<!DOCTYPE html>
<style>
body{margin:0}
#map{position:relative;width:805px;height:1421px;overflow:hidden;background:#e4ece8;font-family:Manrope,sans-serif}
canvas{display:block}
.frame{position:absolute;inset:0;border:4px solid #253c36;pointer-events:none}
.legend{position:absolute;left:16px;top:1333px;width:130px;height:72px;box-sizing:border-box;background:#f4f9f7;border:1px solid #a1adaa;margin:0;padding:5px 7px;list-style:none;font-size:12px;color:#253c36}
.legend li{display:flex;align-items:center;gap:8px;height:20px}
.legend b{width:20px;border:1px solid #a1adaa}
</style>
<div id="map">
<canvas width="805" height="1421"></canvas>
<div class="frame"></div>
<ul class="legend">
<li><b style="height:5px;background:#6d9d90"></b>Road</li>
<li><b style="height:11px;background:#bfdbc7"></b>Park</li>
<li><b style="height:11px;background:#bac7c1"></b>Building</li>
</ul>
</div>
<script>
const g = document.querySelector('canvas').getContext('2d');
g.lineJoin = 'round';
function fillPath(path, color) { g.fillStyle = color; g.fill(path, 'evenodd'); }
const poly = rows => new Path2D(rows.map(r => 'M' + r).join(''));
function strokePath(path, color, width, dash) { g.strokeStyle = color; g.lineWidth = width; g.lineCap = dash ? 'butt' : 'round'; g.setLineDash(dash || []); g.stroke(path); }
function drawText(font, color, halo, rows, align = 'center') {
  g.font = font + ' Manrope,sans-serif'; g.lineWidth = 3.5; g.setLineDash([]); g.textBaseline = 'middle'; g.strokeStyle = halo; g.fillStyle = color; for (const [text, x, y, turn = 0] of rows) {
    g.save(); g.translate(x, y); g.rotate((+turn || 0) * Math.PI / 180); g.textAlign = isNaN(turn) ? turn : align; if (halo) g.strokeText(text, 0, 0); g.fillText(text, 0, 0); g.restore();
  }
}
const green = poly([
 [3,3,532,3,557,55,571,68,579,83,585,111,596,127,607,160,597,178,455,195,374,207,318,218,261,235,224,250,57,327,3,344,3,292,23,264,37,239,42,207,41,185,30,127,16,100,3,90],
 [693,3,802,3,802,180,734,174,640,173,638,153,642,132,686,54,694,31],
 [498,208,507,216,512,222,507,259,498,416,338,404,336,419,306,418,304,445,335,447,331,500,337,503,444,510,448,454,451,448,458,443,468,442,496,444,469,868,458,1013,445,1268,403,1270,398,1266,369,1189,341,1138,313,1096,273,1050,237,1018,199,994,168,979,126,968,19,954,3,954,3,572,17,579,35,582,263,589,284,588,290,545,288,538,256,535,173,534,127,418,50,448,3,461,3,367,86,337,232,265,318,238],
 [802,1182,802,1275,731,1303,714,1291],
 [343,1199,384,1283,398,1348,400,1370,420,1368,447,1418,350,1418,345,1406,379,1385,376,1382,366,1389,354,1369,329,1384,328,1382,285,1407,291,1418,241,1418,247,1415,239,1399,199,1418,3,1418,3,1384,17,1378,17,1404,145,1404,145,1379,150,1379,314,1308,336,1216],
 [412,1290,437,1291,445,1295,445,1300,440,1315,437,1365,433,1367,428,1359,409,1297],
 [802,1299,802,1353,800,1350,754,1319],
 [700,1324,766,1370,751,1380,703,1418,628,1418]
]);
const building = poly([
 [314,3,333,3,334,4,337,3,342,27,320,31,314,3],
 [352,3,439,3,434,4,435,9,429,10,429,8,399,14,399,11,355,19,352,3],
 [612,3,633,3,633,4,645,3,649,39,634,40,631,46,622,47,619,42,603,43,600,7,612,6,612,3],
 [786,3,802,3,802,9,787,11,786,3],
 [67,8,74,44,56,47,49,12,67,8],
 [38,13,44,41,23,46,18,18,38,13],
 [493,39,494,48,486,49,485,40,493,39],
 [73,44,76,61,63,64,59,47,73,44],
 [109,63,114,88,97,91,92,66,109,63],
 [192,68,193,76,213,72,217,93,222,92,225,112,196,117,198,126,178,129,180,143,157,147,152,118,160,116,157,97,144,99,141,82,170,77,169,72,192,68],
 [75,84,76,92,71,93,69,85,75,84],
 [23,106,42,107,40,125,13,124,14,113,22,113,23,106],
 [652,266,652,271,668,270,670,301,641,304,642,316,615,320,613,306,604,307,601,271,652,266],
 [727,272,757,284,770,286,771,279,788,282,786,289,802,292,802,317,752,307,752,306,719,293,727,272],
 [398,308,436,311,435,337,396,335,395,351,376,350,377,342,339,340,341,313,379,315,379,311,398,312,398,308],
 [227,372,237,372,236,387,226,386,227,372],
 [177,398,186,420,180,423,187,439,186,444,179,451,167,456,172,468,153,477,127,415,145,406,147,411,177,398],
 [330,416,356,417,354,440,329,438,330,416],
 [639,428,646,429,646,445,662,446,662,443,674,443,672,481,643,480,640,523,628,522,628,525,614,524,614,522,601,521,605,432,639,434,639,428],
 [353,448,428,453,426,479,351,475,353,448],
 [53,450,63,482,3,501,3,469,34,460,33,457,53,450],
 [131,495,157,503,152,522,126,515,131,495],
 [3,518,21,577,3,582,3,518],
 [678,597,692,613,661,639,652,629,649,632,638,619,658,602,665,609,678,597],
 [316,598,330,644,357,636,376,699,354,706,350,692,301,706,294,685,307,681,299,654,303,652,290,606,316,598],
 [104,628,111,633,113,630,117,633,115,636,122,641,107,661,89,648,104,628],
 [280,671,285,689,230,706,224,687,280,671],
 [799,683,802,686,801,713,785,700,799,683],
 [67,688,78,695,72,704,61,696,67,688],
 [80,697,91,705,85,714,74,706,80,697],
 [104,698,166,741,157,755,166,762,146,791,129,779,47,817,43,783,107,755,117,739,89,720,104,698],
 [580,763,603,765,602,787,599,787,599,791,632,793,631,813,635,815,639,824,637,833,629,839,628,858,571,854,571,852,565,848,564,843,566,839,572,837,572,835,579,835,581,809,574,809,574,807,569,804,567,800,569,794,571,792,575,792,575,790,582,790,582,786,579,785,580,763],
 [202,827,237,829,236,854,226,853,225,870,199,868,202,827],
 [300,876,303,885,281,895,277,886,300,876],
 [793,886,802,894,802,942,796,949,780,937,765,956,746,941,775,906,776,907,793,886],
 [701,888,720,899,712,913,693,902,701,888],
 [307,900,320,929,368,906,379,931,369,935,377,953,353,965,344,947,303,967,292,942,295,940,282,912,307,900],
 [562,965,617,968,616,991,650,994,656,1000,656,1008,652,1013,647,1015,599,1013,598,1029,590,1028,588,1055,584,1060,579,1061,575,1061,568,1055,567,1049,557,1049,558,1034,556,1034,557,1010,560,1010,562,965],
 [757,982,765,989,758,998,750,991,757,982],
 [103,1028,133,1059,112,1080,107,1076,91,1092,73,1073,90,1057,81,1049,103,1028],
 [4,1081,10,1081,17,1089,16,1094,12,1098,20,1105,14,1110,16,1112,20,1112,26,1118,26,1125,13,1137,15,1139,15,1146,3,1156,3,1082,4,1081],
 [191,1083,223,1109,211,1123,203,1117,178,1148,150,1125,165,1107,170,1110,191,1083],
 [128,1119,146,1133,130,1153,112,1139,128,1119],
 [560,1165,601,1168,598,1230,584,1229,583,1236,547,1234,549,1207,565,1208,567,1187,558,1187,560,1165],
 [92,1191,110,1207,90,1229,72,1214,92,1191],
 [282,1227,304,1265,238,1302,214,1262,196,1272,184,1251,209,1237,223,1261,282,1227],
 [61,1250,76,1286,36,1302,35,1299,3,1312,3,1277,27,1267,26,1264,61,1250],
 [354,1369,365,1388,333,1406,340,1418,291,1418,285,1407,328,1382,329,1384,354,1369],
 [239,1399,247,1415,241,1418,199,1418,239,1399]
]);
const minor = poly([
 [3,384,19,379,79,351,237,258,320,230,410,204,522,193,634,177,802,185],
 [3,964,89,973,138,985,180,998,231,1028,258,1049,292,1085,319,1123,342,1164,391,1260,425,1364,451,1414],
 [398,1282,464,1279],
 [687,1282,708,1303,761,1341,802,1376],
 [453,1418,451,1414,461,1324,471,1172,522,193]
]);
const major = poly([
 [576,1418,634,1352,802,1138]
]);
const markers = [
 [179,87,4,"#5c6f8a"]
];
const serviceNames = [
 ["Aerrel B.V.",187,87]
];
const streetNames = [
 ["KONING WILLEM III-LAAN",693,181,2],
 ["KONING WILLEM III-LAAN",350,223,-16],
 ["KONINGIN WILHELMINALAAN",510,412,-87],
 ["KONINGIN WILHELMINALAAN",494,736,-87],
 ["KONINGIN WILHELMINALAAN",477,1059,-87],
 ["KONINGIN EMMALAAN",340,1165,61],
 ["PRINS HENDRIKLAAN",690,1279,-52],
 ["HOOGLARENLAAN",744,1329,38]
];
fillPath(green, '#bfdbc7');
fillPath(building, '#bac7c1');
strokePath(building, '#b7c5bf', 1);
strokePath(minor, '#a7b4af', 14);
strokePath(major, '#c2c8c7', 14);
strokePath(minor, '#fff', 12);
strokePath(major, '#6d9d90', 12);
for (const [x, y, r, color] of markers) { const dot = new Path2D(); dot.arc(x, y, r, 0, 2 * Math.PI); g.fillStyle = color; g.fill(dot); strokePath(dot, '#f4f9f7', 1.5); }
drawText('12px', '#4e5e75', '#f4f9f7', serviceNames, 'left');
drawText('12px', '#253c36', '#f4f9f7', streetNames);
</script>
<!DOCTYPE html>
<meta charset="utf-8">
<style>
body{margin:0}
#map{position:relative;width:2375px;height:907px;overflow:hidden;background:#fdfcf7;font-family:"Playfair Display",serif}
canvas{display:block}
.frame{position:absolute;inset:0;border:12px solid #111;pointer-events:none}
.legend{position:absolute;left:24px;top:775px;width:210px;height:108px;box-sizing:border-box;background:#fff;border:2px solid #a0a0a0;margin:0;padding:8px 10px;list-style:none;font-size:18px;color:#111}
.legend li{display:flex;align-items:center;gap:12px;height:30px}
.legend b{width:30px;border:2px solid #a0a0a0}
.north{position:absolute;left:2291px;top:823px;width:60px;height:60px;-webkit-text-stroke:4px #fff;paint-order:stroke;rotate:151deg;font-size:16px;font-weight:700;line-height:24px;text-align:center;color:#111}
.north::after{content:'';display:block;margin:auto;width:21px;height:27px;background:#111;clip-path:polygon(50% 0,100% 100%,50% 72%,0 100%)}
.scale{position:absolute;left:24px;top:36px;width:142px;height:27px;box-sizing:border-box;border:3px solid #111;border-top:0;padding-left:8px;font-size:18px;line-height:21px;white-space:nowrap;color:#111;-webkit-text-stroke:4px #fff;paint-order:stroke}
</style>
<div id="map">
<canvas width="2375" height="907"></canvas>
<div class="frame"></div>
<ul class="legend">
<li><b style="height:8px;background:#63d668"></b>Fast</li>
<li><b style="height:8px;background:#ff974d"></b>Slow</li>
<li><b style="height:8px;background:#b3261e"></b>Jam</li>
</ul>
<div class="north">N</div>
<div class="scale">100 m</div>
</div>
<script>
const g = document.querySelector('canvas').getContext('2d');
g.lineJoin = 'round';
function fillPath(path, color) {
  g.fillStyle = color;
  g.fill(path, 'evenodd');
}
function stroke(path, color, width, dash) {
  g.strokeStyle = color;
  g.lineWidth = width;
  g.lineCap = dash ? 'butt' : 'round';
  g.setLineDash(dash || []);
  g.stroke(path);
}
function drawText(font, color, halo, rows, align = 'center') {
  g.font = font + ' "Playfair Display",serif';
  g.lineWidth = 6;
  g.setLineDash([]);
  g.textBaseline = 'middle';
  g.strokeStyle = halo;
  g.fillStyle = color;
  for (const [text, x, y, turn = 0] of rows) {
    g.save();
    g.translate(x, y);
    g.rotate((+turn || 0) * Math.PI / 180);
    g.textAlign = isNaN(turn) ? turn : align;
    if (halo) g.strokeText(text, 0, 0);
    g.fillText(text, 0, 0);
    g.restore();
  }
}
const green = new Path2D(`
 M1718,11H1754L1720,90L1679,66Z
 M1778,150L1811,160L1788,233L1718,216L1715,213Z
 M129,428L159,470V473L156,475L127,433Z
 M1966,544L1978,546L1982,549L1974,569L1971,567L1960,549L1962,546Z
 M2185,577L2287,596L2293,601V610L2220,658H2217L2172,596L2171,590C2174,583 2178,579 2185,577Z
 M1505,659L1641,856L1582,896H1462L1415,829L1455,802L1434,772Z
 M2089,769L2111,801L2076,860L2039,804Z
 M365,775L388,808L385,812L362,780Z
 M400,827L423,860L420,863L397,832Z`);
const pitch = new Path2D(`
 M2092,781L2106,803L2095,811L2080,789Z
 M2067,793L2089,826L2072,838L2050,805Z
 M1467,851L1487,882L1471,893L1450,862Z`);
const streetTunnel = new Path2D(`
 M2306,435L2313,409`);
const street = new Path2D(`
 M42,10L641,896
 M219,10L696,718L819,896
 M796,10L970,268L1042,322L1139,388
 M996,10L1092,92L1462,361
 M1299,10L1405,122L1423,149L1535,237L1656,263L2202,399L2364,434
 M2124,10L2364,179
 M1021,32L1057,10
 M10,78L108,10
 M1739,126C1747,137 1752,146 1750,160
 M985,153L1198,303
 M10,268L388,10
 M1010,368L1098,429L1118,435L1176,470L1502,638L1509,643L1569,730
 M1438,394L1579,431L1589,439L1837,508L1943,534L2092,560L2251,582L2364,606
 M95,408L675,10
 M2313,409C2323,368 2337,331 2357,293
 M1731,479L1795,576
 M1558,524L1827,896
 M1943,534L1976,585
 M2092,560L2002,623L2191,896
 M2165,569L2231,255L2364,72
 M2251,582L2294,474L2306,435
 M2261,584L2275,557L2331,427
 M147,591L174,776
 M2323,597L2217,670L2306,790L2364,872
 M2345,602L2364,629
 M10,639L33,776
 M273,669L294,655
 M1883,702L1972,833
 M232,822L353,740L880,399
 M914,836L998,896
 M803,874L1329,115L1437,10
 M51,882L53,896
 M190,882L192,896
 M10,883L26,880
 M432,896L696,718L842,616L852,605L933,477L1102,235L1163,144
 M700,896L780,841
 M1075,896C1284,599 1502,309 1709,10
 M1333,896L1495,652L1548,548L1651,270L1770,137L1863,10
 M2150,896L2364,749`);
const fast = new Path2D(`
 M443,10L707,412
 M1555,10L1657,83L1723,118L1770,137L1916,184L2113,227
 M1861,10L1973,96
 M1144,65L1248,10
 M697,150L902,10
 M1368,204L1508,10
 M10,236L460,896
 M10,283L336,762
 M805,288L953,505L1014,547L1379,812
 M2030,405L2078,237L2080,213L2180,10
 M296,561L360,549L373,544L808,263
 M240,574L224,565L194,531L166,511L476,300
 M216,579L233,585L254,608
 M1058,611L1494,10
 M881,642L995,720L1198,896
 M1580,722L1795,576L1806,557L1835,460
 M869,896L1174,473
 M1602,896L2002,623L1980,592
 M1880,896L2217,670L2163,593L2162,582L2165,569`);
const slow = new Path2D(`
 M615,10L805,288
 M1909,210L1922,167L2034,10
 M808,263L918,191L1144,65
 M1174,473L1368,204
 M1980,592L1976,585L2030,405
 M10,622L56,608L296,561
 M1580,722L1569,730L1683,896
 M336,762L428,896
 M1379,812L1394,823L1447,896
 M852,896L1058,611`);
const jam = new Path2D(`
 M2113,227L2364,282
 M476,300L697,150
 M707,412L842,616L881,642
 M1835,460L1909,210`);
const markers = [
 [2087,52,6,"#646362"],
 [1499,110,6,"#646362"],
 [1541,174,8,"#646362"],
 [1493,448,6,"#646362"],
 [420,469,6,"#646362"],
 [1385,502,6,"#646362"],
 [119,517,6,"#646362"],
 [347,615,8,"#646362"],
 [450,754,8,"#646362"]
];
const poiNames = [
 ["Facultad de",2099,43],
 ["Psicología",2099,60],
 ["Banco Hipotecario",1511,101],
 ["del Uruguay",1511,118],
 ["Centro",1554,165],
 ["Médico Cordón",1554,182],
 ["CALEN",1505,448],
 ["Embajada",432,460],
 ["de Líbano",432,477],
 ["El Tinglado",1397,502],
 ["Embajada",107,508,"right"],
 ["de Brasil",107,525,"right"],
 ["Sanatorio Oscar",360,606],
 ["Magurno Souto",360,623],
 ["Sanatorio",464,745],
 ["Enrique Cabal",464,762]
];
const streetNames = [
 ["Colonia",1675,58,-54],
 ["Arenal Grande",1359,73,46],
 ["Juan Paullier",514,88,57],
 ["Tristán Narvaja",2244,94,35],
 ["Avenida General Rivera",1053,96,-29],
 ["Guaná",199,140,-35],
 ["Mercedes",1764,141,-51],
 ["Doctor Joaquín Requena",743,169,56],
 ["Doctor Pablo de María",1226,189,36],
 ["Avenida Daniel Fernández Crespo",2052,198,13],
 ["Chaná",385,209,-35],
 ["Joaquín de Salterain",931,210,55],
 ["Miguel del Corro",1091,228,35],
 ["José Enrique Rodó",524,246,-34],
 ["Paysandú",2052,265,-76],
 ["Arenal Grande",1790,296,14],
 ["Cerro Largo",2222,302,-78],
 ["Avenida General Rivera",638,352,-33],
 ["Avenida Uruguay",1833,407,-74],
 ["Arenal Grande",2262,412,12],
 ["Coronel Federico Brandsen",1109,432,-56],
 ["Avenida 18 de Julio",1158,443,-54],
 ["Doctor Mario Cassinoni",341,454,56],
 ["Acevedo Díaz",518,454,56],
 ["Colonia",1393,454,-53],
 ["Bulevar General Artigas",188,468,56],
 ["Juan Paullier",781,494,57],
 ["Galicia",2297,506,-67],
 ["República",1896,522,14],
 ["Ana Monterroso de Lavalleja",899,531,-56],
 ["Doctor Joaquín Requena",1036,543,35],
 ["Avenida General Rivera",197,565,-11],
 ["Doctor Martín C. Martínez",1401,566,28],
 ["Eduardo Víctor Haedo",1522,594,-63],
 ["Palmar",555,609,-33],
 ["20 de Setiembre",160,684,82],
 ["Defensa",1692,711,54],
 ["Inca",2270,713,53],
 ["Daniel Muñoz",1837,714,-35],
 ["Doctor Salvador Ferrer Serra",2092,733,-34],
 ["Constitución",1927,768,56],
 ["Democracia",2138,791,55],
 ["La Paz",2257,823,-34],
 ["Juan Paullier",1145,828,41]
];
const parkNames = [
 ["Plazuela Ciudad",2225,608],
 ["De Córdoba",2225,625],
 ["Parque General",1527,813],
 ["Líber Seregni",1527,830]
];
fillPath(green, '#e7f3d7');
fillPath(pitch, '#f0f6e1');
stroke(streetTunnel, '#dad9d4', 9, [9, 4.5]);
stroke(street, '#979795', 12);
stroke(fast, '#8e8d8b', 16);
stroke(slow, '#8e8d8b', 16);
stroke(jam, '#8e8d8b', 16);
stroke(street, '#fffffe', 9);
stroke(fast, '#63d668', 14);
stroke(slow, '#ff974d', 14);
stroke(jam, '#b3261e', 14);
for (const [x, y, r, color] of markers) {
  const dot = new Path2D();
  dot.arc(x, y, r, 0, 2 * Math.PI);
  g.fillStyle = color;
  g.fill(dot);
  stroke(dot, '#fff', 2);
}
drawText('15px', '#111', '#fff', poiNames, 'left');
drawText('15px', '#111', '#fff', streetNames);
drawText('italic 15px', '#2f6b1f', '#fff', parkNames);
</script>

**TASK REQUIREMENTS**.
Pull every line containing "lineCap" out of the records.

**COMPLETED EXERCISE**.
function strokePath(path, color, width, dash) { g.strokeStyle = color; g.lineWidth = width; g.lineCap = dash ? 'butt' : 'round'; g.setLineDash(dash || []); g.stroke(path); }
  g.lineCap = dash ? 'butt' : 'round';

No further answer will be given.